■ **INSTRUCTIONS TO FOLLOW**: Starting at the first line of the listing below, repeat each line exactly until you have repeated the one containing "inset:0; background:#96d4af; transform-origin:0"; skip the pictures.

■ **DATA TO PROCESS**:
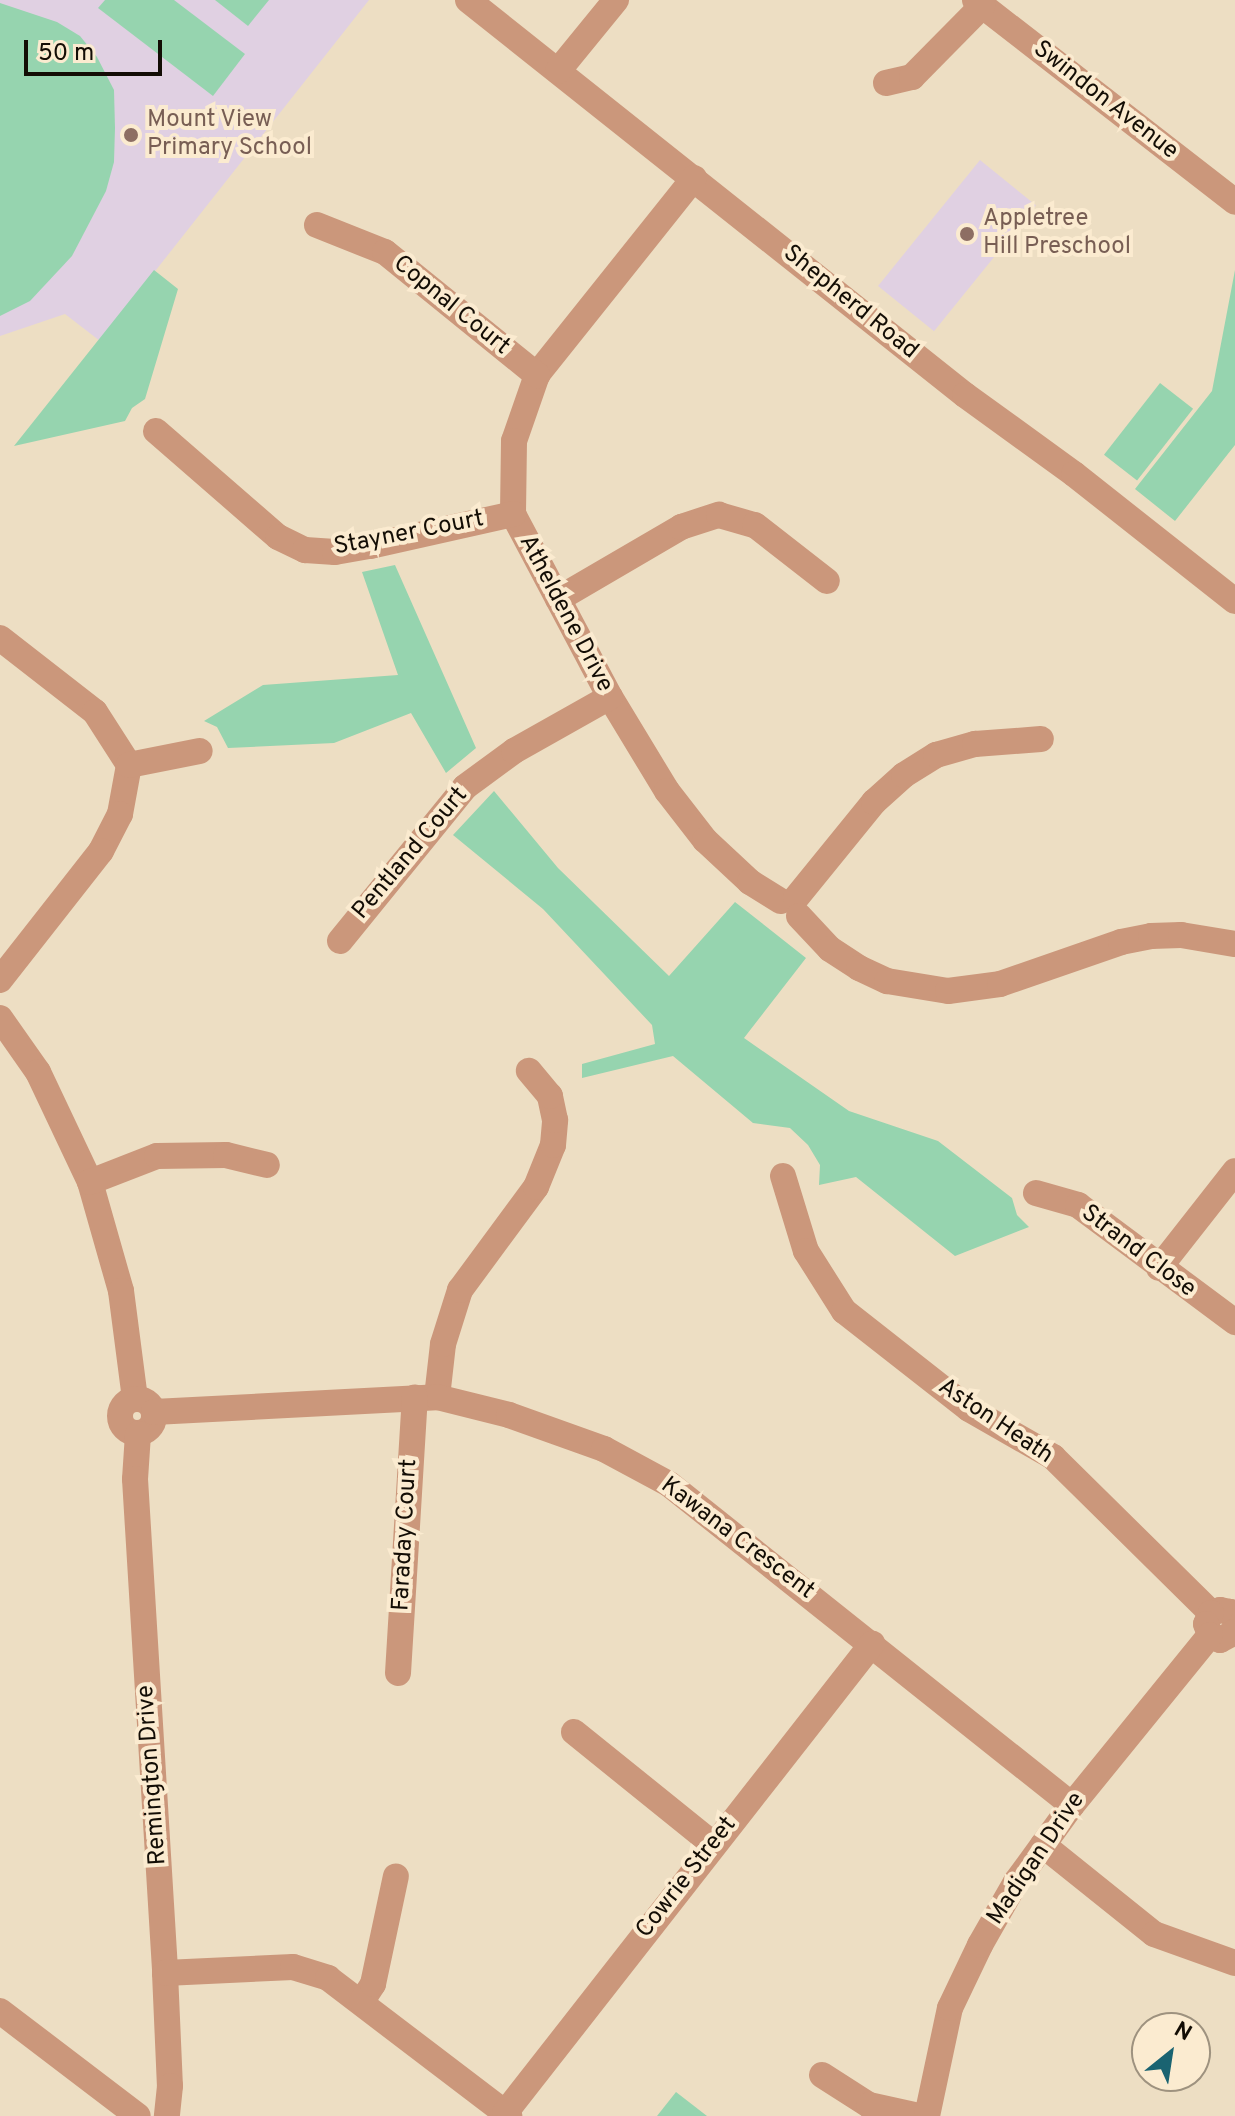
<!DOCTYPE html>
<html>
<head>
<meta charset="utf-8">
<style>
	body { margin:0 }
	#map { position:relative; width:1235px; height:2116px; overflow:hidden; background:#eddec3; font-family:Overpass,sans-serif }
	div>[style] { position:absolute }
	.education>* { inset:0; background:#e0d0e2; transform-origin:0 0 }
	.green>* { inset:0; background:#96d4af; transform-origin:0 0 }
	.minor>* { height:26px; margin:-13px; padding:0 13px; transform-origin:13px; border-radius:13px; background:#cb977b }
	.minor>.ring { margin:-13px; padding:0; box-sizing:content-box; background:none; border:26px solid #cb977b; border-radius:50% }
	.dots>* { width:22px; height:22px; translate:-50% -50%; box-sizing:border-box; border:4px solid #fbebd0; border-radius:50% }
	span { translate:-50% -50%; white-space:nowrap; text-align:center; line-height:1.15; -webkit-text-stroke:8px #fbebd0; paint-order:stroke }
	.street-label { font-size:24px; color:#130d05 }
	.education-label { font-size:24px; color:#785e54 }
	.left { translate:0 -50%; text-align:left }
	.north { position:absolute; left:1131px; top:2012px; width:80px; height:80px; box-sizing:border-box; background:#fbebd0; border:2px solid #9e927f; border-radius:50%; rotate:30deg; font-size:22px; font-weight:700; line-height:32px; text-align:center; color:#130d05 }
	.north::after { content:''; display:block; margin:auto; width:28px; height:36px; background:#1a6371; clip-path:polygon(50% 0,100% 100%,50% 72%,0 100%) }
	.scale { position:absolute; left:24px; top:40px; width:138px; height:36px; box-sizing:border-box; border:4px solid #130d05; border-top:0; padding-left:10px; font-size:24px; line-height:28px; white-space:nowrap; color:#130d05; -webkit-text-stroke:6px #fbebd0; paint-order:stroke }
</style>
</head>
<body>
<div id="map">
	<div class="education">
		<i style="clip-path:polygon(0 0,369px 0,100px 341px,65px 314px,0 336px)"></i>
		<i style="left:980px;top:160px;width:72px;height:162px;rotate:39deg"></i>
	</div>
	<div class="green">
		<i style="clip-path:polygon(105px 0,174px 0,245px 54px,213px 96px,98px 8px)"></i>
		<i style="clip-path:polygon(215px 0,269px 0,248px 26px)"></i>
		<i style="clip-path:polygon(0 3px,57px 22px,80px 36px,97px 57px,114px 90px,115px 128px,114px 162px,106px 191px,72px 256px,30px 301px,0 316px)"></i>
		<i style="clip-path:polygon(154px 270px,178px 289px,145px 399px,132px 408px,125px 421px,14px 446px)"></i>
		<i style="clip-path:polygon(1235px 270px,1235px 445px,1175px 521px,1135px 489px,1212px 391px)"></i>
		<i style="left:1160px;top:383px;width:42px;height:91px;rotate:38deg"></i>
		<i style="clip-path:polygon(395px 565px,476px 748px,446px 773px,411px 713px,334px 743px,228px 748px,217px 727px,204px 721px,263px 685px,398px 675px,362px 572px)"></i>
		<i style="clip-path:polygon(494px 791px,558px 868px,669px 976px,735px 902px,806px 958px,744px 1038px,849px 1111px,938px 1141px,1012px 1198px,1017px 1215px,1029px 1227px,955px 1256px,856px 1177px,819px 1185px,820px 1165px,808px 1145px,790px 1128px,753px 1123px,673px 1056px,582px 1078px,582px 1064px,655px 1044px,652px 1025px,543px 909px,453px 835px)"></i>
		<i style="clip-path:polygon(676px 2092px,707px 2116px,657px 2116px)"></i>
	</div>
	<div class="minor">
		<i style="left:468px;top:0;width:635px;rotate:38.48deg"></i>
		<i style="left:965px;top:395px;width:135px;rotate:35.9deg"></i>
		<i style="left:1074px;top:474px;width:205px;rotate:38.3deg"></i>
		<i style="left:975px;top:0;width:329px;rotate:37.8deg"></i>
		<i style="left:558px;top:71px;width:92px;rotate:-50.8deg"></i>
		<i style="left:886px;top:83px;width:27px;rotate:-13deg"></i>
		<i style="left:912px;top:77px;width:100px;rotate:-45.4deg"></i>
		<i style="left:694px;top:178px;width:252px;rotate:128.6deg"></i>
		<i style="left:537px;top:375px;width:70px;rotate:109.2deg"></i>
		<i style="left:514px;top:441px;width:73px;rotate:90.8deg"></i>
		<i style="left:513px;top:514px;width:207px;rotate:62.1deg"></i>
		<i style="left:610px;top:697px;width:110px;rotate:58.8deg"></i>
		<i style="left:667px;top:791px;width:62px;rotate:52.2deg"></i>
		<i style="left:705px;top:840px;width:62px;rotate:43deg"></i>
		<i style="left:750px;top:882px;width:36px;rotate:32deg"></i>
		<i style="left:317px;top:225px;width:73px;rotate:21.7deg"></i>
		<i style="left:385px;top:252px;width:196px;rotate:39deg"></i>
		<i style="left:156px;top:431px;width:162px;rotate:41deg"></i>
		<i style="left:278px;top:537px;width:30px;rotate:26deg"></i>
		<i style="left:305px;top:550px;width:30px;rotate:4deg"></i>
		<i style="left:335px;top:552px;width:36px;rotate:-10deg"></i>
		<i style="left:370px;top:546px;width:147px;rotate:-12.6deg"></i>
		<i style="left:558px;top:599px;width:143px;rotate:-30.3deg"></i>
		<i style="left:681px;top:527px;width:40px;rotate:-18deg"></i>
		<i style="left:719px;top:515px;width:37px;rotate:16deg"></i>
		<i style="left:755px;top:525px;width:91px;rotate:37.9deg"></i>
		<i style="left:0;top:638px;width:120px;rotate:37.9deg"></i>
		<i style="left:95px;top:712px;width:63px;rotate:57.3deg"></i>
		<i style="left:129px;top:765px;width:50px;rotate:100.4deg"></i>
		<i style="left:120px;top:814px;width:42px;rotate:117.2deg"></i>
		<i style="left:101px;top:851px;width:164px;rotate:128.1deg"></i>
		<i style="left:129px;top:765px;width:72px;rotate:-11.2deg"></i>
		<i style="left:796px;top:898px;width:124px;rotate:-50.9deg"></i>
		<i style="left:874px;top:802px;width:40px;rotate:-42deg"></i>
		<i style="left:904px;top:775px;width:38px;rotate:-32deg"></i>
		<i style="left:936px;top:755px;width:41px;rotate:-15.8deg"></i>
		<i style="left:975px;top:744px;width:66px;rotate:-4.3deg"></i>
		<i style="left:799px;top:916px;width:45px;rotate:46.8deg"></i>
		<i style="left:830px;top:949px;width:35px;rotate:33deg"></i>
		<i style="left:859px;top:968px;width:31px;rotate:25deg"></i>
		<i style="left:887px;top:981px;width:62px;rotate:9.3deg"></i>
		<i style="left:948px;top:991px;width:52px;rotate:-7.7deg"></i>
		<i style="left:1000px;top:984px;width:128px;rotate:-19.1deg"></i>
		<i style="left:1121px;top:942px;width:31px;rotate:-11deg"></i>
		<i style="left:1151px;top:936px;width:30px;rotate:-2deg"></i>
		<i style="left:1181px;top:935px;width:55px;rotate:9.5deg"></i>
		<i style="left:340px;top:941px;width:198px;rotate:-50.9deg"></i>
		<i style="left:465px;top:787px;width:61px;rotate:-36.3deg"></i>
		<i style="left:514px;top:751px;width:110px;rotate:-29.4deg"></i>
		<i style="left:0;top:1018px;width:66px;rotate:54.9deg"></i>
		<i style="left:38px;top:1072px;width:122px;rotate:64.7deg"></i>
		<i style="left:90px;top:1182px;width:113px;rotate:74.1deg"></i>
		<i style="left:121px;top:1291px;width:109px;rotate:82.6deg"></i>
		<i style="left:783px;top:1176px;width:78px;rotate:73deg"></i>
		<i style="left:806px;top:1251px;width:71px;rotate:57.7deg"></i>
		<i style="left:844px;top:1311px;width:159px;rotate:38.1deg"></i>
		<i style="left:969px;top:1409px;width:97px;rotate:29.7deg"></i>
		<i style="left:1053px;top:1457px;width:222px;rotate:44.6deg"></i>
		<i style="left:90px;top:1182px;width:72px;rotate:-21.2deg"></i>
		<i style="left:157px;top:1156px;width:69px;rotate:-0.8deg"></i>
		<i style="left:226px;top:1155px;width:42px;rotate:13.7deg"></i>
		<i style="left:1036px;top:1193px;width:44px;rotate:15.9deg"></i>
		<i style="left:1078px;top:1205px;width:196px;rotate:36.7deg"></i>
		<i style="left:1159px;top:1268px;width:123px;rotate:-51.9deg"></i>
		<i style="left:437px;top:1397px;width:53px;rotate:-83.5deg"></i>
		<i style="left:443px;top:1344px;width:57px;rotate:-72.5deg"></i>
		<i style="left:460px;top:1290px;width:128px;rotate:-53.6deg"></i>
		<i style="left:536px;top:1187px;width:45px;rotate:-68deg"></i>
		<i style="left:553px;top:1145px;width:25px;rotate:-85deg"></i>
		<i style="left:555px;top:1120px;width:25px;rotate:-102deg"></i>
		<i style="left:550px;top:1096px;width:33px;rotate:-130deg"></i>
		<i class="ring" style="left:120px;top:1399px;width:8px;height:8px"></i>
		<i style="left:154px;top:1412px;width:283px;rotate:-3deg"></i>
		<i style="left:437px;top:1397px;width:74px;rotate:14deg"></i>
		<i style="left:509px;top:1415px;width:101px;rotate:19.7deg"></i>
		<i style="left:604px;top:1449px;width:74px;rotate:28.3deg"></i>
		<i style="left:669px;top:1484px;width:515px;rotate:38.54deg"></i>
		<i style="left:138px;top:1434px;width:45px;rotate:93.8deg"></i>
		<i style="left:135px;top:1479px;width:495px;rotate:86.5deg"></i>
		<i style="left:165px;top:1973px;width:113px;rotate:87.5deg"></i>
		<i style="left:170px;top:2086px;width:30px;rotate:96deg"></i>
		<i style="left:1235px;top:1619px;width:9px;rotate:-126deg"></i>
		<i style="left:1230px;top:1612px;width:10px;rotate:-169deg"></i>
		<i style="left:1220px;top:1610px;width:9px;rotate:162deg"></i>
		<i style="left:1211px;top:1613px;width:12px;rotate:114deg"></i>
		<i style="left:1206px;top:1624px;width:12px;rotate:70deg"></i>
		<i style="left:1210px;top:1635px;width:11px;rotate:27deg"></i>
		<i style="left:1220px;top:1640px;width:17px;rotate:-28deg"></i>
		<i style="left:398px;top:1673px;width:276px;rotate:-86.5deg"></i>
		<i style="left:574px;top:1732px;width:179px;rotate:38.9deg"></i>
		<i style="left:1043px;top:1845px;width:142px;rotate:38.7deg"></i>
		<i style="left:1154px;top:1934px;width:86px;rotate:19.7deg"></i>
		<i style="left:165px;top:1973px;width:128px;rotate:-2.7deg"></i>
		<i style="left:293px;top:1967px;width:37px;rotate:17deg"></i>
		<i style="left:328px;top:1978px;width:228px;rotate:37.3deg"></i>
		<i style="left:362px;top:2001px;width:20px;rotate:-57deg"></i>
		<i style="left:373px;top:1984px;width:110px;rotate:-78deg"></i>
		<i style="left:0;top:2011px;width:173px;rotate:37.3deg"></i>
		<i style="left:822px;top:2075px;width:56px;rotate:32.6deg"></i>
		<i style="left:869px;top:2105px;width:51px;rotate:12.4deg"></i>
		<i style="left:505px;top:2113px;width:596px;rotate:-51.96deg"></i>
		<i style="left:927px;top:2116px;width:110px;rotate:-78deg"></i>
		<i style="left:950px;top:2008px;width:70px;rotate:-64.5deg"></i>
		<i style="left:980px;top:1945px;width:73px;rotate:-60.3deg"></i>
		<i style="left:1016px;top:1882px;width:95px;rotate:-54deg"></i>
		<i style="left:1072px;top:1805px;width:219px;rotate:-50.9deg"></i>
	</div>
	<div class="dots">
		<i style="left:131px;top:135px;background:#8d6e63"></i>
		<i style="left:967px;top:234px;background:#8d6e63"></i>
	</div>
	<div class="street-label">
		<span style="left:1105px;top:101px;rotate:38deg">Swindon Avenue</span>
		<span style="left:850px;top:303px;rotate:39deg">Shepherd Road</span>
		<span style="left:451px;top:306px;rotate:39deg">Copnal Court</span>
		<span style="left:409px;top:534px;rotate:-11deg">Stayner Court</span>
		<span style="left:565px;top:614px;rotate:62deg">Atheldene Drive</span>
		<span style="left:411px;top:854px;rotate:-50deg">Pentland Court</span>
		<span style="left:1138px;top:1252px;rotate:37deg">Strand Close</span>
		<span style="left:995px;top:1422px;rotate:34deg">Aston Heath</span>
		<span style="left:406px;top:1535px;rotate:-87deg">Faraday Court</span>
		<span style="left:737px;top:1539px;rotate:37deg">Kawana Crescent</span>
		<span style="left:153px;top:1775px;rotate:-94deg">Remington Drive</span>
		<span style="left:1037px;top:1859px;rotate:-56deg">Madigan Drive</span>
		<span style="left:687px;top:1878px;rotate:-52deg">Cowrie Street</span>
	</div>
	<div class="education-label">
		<span class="left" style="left:147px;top:135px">Mount View<br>Primary School</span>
		<span class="left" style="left:983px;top:234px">Appletree<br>Hill Preschool</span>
	</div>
	<div class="north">N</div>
	<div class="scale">50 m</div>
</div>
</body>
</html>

■ **THE COMPLETED TASK**:
<!DOCTYPE html>
<html>
<head>
<meta charset="utf-8">
<style>
	body { margin:0 }
	#map { position:relative; width:1235px; height:2116px; overflow:hidden; background:#eddec3; font-family:Overpass,sans-serif }
	div>[style] { position:absolute }
	.education>* { inset:0; background:#e0d0e2; transform-origin:0 0 }
	.green>* { inset:0; background:#96d4af; transform-origin:0 0 }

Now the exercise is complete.